**What you are asked to do**:
In the material below, count the lines where the word "symbols" appears. Nothing but the number, please.

**Supplied data**:
*** Block opens ***

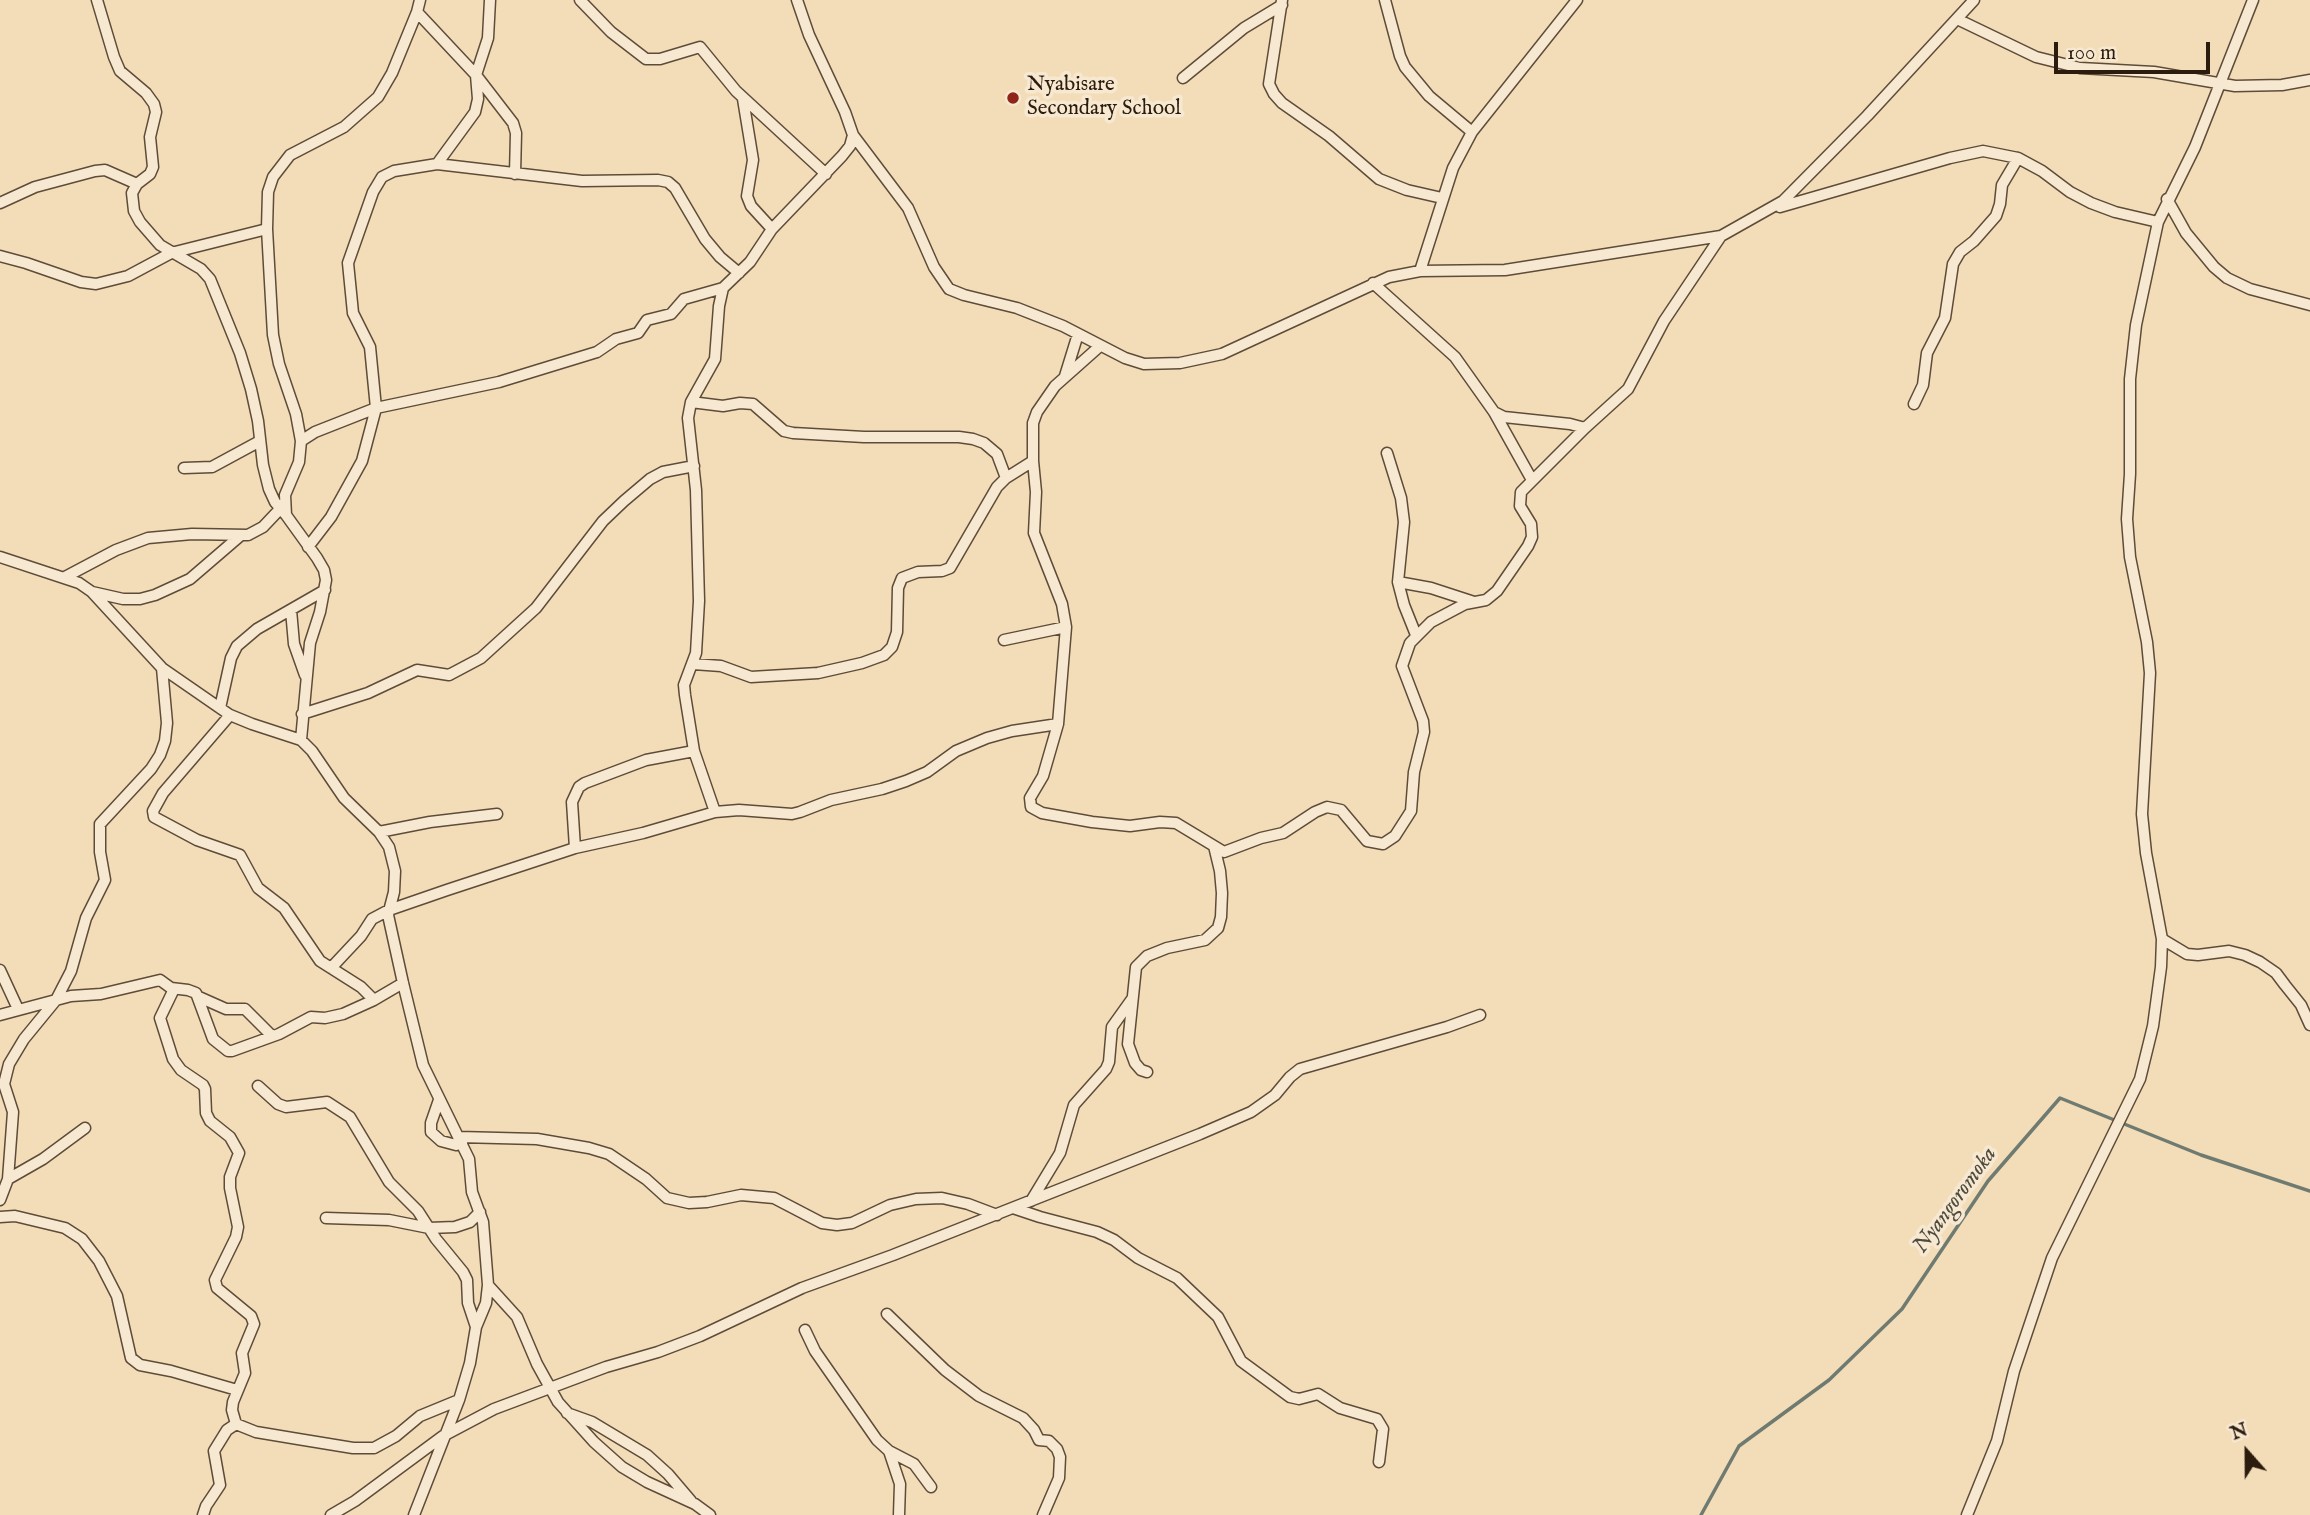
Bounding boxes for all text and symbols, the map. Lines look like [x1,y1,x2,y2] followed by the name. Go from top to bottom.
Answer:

*** Block closes ***
*** Block opens ***

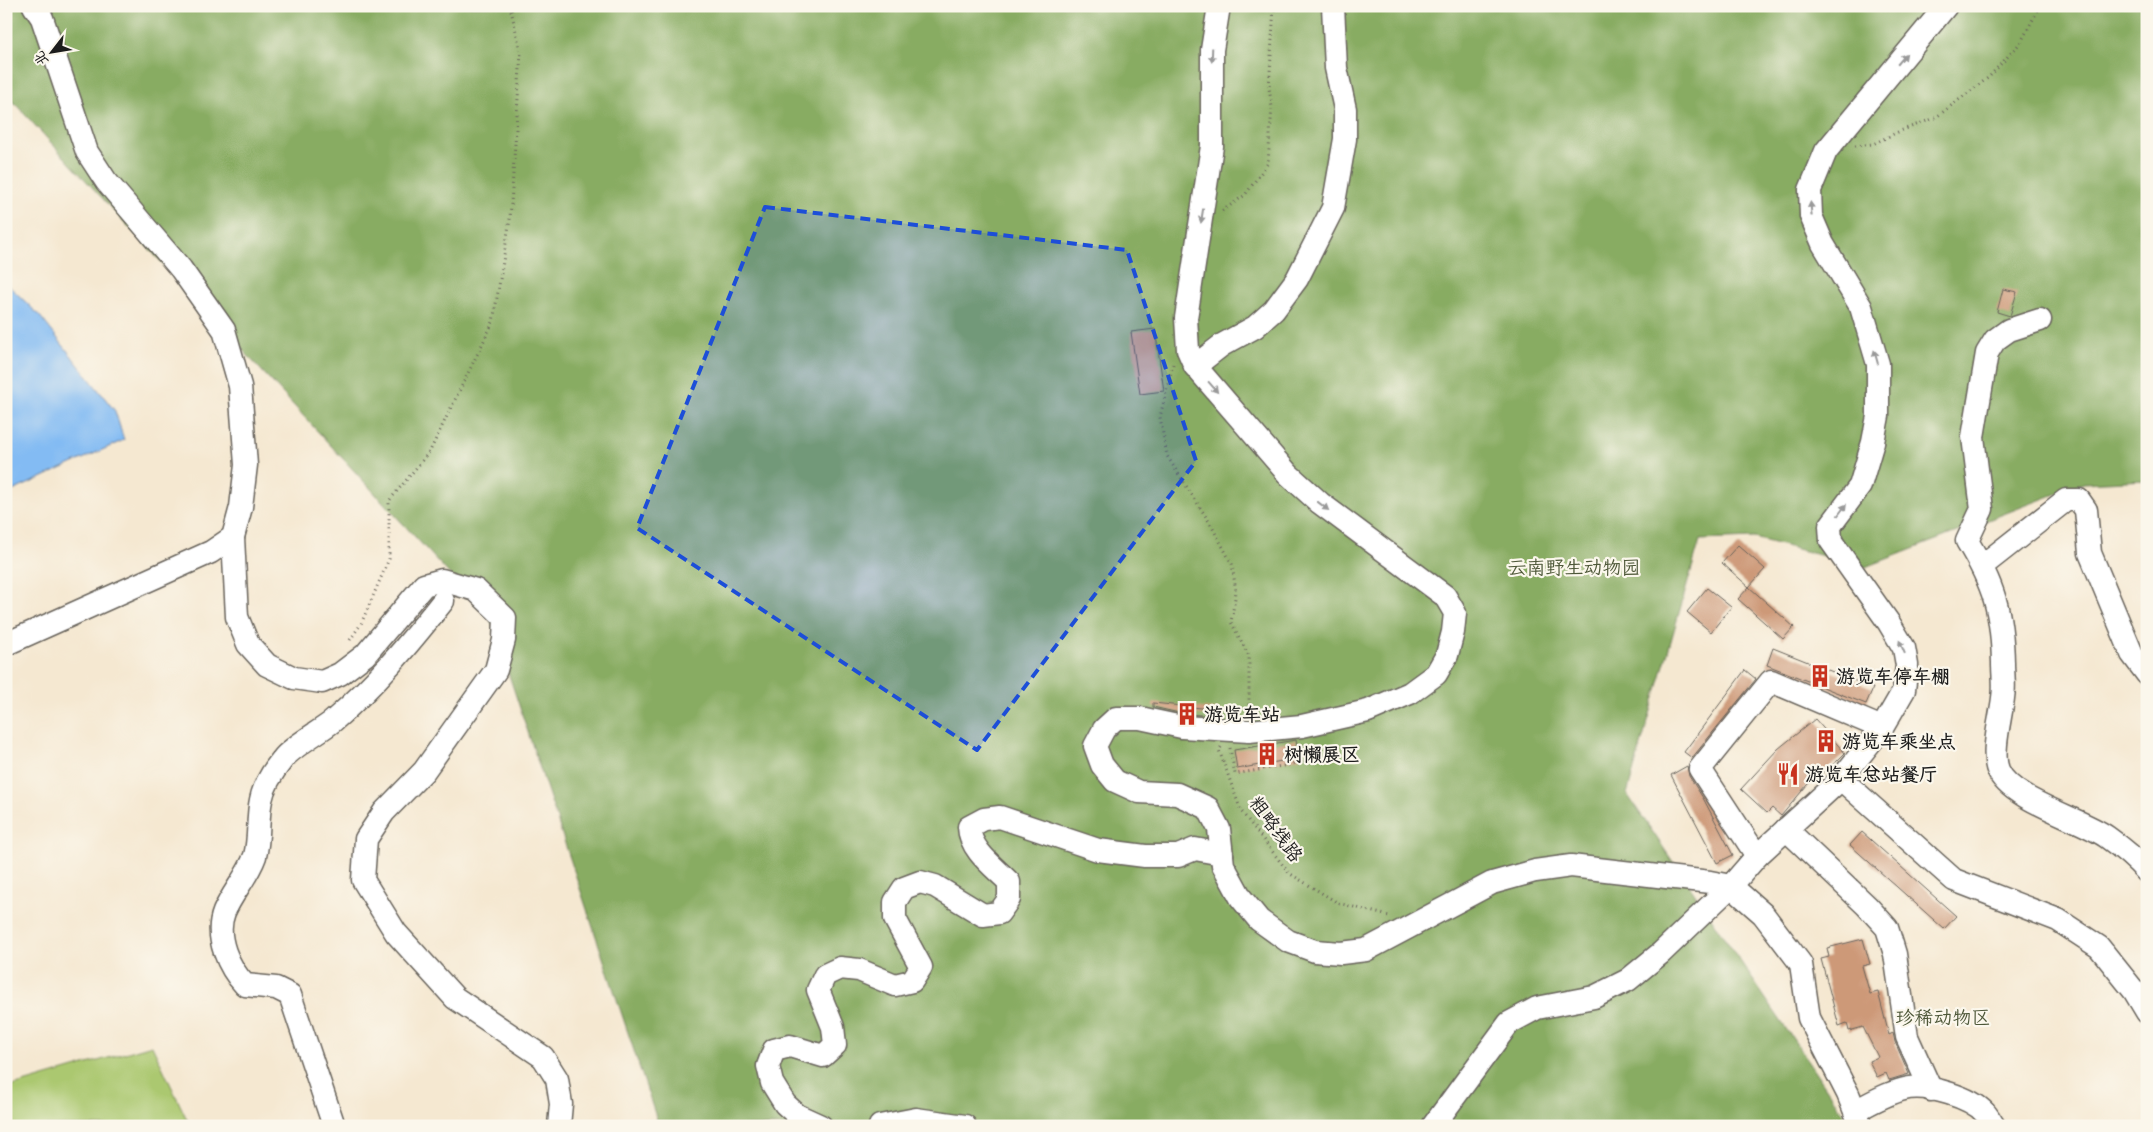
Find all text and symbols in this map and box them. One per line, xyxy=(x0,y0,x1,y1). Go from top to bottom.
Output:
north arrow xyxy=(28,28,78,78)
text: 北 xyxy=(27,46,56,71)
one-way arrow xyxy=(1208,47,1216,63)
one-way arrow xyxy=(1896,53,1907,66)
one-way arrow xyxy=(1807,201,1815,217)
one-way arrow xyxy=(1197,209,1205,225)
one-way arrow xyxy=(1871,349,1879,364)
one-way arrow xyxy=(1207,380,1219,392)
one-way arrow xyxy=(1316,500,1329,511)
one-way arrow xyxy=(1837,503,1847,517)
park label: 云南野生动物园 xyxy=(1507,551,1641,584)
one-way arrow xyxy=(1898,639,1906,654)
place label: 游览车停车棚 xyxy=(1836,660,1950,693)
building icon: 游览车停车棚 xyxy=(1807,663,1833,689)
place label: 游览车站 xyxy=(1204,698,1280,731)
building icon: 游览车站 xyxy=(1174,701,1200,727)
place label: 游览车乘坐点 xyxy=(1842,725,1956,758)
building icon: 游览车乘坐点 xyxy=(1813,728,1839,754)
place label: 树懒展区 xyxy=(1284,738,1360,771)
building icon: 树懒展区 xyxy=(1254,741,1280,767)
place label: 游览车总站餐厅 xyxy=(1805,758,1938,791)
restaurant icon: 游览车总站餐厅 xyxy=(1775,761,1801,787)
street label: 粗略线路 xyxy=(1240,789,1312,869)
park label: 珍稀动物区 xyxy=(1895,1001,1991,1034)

*** Block closes ***

**Task result**:
2